The records that follow are to be repeated exactly, in full.

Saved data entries
---------------

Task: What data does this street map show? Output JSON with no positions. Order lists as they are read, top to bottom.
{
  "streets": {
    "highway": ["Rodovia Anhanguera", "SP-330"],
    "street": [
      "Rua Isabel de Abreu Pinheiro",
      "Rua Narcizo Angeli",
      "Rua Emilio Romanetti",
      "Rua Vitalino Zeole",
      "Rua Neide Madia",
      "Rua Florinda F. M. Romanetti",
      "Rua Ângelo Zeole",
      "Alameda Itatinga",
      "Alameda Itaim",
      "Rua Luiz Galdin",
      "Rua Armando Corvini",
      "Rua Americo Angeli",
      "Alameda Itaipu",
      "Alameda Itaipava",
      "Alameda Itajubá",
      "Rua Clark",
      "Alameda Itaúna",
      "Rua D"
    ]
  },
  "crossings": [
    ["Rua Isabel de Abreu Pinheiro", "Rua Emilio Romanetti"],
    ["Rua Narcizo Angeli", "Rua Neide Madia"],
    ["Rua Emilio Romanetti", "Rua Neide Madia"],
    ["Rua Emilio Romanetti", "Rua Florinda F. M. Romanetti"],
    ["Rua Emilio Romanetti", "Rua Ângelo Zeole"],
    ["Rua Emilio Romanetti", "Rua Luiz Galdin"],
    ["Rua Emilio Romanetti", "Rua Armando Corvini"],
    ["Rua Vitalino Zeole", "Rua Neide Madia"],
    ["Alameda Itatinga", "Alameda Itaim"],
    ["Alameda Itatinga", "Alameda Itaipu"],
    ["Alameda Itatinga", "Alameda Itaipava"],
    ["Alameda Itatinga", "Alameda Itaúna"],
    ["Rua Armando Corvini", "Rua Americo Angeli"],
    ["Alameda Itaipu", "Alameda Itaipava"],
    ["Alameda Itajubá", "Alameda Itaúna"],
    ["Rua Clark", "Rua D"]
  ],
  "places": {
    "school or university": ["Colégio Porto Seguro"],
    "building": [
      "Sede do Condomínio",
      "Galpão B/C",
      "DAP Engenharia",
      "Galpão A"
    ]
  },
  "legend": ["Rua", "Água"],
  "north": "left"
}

---------------

◆ Your response:
Task: What data does this street map show? Output JSON with no positions. Order lists as they are read, top to bottom.
{
  "streets": {
    "highway": ["Rodovia Anhanguera", "SP-330"],
    "street": [
      "Rua Isabel de Abreu Pinheiro",
      "Rua Narcizo Angeli",
      "Rua Emilio Romanetti",
      "Rua Vitalino Zeole",
      "Rua Neide Madia",
      "Rua Florinda F. M. Romanetti",
      "Rua Ângelo Zeole",
      "Alameda Itatinga",
      "Alameda Itaim",
      "Rua Luiz Galdin",
      "Rua Armando Corvini",
      "Rua Americo Angeli",
      "Alameda Itaipu",
      "Alameda Itaipava",
      "Alameda Itajubá",
      "Rua Clark",
      "Alameda Itaúna",
      "Rua D"
    ]
  },
  "crossings": [
    ["Rua Isabel de Abreu Pinheiro", "Rua Emilio Romanetti"],
    ["Rua Narcizo Angeli", "Rua Neide Madia"],
    ["Rua Emilio Romanetti", "Rua Neide Madia"],
    ["Rua Emilio Romanetti", "Rua Florinda F. M. Romanetti"],
    ["Rua Emilio Romanetti", "Rua Ângelo Zeole"],
    ["Rua Emilio Romanetti", "Rua Luiz Galdin"],
    ["Rua Emilio Romanetti", "Rua Armando Corvini"],
    ["Rua Vitalino Zeole", "Rua Neide Madia"],
    ["Alameda Itatinga", "Alameda Itaim"],
    ["Alameda Itatinga", "Alameda Itaipu"],
    ["Alameda Itatinga", "Alameda Itaipava"],
    ["Alameda Itatinga", "Alameda Itaúna"],
    ["Rua Armando Corvini", "Rua Americo Angeli"],
    ["Alameda Itaipu", "Alameda Itaipava"],
    ["Alameda Itajubá", "Alameda Itaúna"],
    ["Rua Clark", "Rua D"]
  ],
  "places": {
    "school or university": ["Colégio Porto Seguro"],
    "building": [
      "Sede do Condomínio",
      "Galpão B/C",
      "DAP Engenharia",
      "Galpão A"
    ]
  },
  "legend": ["Rua", "Água"],
  "north": "left"
}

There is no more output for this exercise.